> **INSTRUCTIONS TO FOLLOW**:
Report every line in the listing that contains the string "hidden".
*** Opening DATA TO USE ***
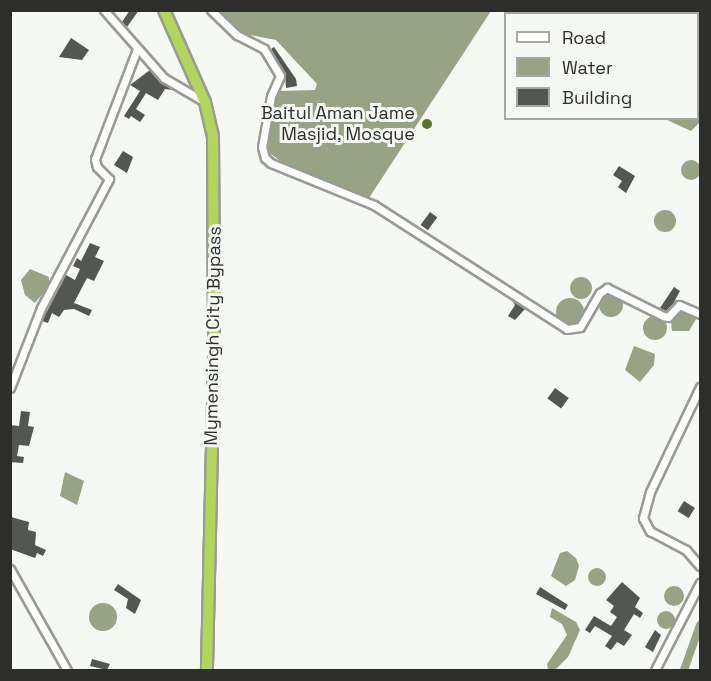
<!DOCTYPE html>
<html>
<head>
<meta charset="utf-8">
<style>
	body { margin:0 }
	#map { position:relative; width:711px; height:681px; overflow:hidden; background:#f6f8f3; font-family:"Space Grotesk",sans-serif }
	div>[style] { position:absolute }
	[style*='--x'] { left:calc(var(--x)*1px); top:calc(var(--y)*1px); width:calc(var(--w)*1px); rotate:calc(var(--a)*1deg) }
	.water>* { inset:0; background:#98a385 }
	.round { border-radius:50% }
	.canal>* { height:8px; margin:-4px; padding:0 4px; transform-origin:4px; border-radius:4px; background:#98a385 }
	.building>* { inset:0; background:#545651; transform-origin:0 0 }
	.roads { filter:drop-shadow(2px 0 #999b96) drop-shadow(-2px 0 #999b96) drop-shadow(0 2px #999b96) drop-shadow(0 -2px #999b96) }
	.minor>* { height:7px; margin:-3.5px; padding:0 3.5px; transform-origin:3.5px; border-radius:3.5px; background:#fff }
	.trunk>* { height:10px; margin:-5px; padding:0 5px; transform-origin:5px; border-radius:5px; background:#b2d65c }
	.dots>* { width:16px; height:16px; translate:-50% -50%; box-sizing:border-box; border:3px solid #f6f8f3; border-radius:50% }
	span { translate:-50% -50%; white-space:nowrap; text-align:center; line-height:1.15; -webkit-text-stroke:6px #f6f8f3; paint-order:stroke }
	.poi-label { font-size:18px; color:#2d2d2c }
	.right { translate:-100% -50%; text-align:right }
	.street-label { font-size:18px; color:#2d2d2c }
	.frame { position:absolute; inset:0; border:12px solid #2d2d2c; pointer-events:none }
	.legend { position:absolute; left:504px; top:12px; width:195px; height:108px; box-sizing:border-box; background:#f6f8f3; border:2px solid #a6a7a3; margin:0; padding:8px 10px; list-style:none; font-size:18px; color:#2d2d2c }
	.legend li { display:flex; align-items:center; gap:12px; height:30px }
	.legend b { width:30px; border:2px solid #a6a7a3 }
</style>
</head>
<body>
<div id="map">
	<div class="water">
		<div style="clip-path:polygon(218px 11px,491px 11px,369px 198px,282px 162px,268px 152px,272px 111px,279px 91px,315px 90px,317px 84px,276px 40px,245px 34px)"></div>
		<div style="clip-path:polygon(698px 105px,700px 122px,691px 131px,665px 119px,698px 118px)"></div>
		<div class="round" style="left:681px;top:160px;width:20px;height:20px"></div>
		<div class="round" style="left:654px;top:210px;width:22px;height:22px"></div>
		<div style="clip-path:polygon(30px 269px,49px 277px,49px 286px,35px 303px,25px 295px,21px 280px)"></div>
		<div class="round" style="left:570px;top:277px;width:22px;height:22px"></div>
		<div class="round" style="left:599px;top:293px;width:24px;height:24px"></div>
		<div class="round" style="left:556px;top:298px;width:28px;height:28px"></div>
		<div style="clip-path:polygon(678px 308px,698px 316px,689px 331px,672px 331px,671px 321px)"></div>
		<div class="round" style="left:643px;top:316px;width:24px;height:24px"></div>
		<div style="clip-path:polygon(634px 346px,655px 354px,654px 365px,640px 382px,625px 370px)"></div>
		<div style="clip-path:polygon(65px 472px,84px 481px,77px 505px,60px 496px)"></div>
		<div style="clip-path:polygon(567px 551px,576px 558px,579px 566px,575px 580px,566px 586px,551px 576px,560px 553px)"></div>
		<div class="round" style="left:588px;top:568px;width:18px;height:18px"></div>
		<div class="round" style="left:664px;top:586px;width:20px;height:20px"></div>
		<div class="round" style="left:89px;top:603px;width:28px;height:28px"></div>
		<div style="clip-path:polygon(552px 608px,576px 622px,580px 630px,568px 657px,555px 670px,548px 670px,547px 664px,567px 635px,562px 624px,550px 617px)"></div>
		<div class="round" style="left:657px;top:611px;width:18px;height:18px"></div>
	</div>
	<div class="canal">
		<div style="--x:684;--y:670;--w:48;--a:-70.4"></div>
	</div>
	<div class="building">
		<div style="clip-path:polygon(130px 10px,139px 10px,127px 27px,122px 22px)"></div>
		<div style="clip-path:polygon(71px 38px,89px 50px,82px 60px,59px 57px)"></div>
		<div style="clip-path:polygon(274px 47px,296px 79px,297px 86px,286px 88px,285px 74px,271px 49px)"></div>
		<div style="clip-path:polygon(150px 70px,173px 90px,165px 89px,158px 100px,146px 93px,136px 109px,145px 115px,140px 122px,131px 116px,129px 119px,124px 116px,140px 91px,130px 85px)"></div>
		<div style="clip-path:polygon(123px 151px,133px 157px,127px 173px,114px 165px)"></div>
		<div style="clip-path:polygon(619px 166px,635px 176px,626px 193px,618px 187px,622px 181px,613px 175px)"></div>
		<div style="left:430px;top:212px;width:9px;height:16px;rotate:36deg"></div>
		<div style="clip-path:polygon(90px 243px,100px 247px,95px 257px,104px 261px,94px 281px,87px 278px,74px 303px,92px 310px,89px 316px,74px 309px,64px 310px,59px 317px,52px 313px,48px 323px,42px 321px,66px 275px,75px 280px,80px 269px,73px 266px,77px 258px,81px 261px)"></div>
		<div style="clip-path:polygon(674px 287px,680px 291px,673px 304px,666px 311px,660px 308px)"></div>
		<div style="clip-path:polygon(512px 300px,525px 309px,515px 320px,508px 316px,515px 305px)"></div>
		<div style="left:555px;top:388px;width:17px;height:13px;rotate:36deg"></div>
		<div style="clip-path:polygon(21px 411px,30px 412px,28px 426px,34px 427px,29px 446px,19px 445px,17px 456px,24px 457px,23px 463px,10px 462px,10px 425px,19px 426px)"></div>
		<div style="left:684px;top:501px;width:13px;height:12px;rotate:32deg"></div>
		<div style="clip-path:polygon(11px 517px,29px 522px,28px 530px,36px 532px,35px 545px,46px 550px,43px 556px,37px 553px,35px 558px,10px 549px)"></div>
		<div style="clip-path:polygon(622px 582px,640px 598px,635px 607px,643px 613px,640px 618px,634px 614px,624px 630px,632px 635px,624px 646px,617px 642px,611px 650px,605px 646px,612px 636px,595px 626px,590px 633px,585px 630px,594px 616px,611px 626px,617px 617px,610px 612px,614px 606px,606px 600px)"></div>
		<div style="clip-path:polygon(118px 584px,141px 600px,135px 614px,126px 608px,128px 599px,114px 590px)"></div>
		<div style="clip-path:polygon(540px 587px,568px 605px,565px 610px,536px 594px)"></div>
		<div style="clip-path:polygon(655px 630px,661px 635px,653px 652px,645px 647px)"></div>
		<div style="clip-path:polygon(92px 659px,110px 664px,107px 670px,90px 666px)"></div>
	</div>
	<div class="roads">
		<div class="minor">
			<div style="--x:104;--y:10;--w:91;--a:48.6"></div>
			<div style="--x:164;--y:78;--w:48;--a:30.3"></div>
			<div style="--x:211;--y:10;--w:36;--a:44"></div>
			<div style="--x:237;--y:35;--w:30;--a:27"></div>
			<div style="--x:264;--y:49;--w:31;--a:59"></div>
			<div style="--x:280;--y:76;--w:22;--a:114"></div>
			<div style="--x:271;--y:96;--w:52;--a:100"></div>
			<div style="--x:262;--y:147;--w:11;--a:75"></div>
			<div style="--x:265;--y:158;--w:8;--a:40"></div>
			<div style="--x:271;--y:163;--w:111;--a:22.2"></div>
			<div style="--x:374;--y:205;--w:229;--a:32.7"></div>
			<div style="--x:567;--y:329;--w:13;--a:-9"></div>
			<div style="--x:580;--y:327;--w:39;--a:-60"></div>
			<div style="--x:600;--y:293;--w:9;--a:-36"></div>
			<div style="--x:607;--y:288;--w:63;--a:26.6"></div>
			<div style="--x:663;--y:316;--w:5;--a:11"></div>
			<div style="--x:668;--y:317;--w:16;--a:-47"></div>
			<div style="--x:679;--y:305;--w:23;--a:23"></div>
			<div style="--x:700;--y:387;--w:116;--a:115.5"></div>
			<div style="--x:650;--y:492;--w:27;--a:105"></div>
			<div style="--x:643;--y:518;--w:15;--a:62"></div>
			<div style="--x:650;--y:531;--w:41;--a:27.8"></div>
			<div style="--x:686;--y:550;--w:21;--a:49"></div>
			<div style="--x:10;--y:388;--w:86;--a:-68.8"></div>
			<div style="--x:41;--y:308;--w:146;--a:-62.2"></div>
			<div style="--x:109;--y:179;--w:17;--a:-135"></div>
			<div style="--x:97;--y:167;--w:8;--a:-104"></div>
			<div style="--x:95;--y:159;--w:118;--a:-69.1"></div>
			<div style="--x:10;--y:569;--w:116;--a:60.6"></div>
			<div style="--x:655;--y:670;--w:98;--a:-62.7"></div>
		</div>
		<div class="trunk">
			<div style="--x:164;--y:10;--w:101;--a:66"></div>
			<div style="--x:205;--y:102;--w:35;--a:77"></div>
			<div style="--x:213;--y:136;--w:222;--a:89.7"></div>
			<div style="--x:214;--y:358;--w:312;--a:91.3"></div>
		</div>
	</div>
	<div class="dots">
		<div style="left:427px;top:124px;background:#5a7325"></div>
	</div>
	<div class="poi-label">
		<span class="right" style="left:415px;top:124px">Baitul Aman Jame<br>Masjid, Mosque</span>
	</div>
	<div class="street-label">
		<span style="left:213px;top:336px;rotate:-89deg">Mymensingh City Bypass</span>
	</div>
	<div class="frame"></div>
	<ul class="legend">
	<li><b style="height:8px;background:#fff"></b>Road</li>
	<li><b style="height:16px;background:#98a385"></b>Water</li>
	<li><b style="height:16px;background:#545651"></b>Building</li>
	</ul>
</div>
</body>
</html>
*** Closing DATA TO USE ***
*** Opening DATA TO USE ***
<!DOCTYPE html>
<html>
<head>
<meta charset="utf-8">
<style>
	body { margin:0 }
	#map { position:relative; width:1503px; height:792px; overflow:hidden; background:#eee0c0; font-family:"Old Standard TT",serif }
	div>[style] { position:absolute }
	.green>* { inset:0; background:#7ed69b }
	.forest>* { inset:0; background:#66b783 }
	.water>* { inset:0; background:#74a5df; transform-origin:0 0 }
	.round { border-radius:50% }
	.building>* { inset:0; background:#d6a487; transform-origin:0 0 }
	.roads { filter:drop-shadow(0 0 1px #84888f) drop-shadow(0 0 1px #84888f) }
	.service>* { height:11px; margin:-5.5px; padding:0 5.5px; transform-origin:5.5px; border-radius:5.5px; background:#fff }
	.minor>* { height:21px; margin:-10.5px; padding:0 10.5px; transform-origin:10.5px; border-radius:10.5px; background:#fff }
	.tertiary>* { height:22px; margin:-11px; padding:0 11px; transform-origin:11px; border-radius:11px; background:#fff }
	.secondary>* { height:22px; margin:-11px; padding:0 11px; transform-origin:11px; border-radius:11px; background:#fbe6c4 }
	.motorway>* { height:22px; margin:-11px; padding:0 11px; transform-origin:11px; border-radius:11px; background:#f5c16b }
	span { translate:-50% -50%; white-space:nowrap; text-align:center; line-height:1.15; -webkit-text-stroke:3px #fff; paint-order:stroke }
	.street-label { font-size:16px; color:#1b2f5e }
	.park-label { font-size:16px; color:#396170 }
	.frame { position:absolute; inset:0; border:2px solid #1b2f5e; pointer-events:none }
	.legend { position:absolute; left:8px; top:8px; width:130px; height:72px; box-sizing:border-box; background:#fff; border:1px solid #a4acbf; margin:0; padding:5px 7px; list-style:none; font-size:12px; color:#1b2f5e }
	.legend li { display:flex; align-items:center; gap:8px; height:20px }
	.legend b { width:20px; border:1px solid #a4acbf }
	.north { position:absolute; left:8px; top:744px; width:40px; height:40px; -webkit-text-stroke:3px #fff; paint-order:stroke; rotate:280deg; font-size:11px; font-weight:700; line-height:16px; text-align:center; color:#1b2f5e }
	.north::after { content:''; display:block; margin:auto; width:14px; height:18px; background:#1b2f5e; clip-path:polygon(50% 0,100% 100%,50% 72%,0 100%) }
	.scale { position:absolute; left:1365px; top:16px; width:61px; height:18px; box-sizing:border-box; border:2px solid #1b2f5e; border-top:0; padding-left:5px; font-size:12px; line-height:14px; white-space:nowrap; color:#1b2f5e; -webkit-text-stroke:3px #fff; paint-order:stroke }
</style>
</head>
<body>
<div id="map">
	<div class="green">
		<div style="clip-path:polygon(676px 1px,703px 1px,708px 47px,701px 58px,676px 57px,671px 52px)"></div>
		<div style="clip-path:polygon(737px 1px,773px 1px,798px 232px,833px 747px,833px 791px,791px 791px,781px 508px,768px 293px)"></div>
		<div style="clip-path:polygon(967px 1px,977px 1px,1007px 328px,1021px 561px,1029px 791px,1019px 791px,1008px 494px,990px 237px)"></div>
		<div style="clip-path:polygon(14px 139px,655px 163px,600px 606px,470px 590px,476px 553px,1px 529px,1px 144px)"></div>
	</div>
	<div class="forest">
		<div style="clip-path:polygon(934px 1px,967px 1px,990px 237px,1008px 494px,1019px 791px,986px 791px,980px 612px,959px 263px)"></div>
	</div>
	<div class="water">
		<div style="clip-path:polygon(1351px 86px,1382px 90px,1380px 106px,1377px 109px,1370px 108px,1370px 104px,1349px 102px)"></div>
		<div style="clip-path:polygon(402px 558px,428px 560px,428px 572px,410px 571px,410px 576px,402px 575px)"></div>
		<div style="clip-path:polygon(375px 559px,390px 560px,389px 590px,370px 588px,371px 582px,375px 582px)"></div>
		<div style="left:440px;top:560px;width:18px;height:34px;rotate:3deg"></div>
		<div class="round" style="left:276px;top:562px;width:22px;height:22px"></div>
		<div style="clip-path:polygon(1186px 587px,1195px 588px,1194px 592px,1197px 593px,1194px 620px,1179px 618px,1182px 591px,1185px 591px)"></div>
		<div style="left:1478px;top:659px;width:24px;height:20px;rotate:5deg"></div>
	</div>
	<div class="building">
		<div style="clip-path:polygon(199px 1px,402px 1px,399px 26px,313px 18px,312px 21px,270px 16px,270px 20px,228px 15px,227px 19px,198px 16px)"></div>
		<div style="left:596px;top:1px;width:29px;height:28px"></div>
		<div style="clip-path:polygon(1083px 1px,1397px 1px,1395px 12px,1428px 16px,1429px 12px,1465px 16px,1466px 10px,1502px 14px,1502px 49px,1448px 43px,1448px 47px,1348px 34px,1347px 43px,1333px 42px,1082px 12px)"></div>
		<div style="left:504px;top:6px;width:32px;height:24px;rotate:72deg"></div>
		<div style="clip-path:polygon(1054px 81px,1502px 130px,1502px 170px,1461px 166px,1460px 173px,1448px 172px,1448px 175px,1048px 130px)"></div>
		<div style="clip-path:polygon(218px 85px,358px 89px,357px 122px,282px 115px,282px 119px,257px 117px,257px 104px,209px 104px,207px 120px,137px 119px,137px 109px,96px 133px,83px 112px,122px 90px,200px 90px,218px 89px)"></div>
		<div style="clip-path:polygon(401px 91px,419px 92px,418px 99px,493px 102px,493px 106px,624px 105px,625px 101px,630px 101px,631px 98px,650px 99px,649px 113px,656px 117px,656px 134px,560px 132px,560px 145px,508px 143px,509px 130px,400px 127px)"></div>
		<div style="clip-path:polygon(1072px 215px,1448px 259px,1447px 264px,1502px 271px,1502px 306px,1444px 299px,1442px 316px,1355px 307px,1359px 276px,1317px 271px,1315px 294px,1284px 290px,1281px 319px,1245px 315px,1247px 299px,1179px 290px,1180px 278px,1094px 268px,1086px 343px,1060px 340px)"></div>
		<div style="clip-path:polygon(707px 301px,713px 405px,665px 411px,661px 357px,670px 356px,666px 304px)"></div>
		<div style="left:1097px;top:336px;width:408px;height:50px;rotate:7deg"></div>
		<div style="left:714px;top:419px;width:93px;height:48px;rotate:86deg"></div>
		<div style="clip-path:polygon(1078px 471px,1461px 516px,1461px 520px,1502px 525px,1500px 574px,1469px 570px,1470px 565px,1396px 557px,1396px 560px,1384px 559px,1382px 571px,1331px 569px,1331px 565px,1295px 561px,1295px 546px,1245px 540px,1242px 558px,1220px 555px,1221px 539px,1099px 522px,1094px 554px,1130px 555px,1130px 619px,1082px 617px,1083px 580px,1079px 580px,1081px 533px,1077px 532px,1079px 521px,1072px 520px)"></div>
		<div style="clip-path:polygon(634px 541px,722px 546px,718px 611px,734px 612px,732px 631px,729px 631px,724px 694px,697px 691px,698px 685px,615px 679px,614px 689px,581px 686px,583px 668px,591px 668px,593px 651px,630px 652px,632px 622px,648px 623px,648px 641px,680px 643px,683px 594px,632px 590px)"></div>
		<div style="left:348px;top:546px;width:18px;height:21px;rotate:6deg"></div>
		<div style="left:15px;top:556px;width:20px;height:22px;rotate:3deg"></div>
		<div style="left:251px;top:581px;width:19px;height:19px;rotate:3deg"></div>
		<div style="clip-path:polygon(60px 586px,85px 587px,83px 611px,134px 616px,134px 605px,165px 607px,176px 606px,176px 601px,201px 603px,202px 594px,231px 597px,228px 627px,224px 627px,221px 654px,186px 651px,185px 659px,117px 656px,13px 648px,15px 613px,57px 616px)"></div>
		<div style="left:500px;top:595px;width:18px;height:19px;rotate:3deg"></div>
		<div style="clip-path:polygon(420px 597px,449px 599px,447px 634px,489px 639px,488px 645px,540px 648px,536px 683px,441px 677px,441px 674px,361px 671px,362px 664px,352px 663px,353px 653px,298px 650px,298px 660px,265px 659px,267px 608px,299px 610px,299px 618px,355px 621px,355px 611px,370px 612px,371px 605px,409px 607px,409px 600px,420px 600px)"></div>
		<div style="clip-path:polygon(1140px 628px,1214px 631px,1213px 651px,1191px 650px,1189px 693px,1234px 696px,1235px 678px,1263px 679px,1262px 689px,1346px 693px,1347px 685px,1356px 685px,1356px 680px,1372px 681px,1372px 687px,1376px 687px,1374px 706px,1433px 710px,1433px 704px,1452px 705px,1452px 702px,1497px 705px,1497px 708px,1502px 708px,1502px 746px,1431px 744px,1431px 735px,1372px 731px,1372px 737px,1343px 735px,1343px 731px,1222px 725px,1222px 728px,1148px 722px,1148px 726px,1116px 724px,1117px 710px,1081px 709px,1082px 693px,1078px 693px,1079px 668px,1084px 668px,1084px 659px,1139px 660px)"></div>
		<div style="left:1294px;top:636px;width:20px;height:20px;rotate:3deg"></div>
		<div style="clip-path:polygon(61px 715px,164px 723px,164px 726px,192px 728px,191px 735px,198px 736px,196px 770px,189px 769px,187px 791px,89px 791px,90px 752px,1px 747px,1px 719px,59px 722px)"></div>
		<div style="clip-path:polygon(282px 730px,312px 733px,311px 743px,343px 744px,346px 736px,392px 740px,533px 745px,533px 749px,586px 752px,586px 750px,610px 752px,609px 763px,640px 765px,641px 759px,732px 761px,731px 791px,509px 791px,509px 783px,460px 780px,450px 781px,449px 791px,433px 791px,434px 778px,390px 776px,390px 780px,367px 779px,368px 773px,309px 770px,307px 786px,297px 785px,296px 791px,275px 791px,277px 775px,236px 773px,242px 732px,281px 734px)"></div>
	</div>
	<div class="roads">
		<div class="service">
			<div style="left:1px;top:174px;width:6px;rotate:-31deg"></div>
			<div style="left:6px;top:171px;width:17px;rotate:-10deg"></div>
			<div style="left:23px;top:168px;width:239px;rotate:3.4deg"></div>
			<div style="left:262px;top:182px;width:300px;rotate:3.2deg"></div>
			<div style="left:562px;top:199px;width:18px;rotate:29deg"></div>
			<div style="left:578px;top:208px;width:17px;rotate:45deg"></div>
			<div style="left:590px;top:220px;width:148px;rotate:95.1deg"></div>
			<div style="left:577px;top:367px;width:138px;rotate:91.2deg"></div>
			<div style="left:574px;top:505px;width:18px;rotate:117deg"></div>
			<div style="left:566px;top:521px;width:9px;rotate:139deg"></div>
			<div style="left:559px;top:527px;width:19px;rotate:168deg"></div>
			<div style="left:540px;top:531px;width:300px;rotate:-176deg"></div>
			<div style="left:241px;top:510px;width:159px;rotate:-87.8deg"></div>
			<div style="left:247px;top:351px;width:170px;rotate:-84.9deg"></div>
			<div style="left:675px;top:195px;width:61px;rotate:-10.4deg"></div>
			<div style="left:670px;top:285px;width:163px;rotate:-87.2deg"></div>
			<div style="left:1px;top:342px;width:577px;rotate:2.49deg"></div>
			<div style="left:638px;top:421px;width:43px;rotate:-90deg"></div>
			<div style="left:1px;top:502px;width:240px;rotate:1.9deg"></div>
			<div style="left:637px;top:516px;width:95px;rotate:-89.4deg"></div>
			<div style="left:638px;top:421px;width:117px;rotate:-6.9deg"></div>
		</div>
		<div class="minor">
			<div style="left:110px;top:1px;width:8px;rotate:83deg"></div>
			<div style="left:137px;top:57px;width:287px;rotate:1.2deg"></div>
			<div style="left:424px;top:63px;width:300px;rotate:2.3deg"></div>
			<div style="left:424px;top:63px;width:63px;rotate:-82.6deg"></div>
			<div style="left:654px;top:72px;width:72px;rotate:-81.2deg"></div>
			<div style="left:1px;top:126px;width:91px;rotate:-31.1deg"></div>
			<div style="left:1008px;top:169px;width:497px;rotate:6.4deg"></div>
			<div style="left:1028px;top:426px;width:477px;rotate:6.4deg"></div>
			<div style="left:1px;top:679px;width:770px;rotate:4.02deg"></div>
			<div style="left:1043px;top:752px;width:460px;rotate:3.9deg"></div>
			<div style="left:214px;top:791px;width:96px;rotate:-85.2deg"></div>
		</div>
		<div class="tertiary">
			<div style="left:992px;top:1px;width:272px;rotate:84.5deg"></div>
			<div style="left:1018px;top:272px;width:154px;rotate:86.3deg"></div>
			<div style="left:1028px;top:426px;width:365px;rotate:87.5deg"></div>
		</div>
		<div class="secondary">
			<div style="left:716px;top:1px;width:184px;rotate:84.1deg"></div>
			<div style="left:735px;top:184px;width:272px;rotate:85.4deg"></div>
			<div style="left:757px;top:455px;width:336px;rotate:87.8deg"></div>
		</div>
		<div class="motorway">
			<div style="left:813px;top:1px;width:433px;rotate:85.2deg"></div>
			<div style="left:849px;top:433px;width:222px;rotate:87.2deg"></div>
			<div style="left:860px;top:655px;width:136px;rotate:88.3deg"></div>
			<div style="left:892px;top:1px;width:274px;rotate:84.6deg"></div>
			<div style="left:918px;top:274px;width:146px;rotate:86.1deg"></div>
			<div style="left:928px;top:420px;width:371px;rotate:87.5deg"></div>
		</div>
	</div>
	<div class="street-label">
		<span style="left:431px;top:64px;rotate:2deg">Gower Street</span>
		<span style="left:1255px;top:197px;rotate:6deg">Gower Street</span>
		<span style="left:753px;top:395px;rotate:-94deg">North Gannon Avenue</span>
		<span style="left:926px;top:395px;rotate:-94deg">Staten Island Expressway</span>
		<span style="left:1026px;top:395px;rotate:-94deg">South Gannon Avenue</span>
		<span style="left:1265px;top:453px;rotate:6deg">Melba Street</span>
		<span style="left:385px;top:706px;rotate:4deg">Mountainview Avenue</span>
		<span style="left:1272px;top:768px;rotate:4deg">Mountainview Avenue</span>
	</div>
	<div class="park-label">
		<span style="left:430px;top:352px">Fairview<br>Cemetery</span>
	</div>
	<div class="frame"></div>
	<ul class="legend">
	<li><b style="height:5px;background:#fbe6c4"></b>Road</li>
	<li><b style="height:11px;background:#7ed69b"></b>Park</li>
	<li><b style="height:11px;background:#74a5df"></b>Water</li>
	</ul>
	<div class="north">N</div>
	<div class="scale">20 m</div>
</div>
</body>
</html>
*** Closing DATA TO USE ***
> **EXERCISE ANSWER**:
	#map { position:relative; width:711px; height:681px; overflow:hidden; background:#f6f8f3; font-family:"Space Grotesk",sans-serif }
	#map { position:relative; width:1503px; height:792px; overflow:hidden; background:#eee0c0; font-family:"Old Standard TT",serif }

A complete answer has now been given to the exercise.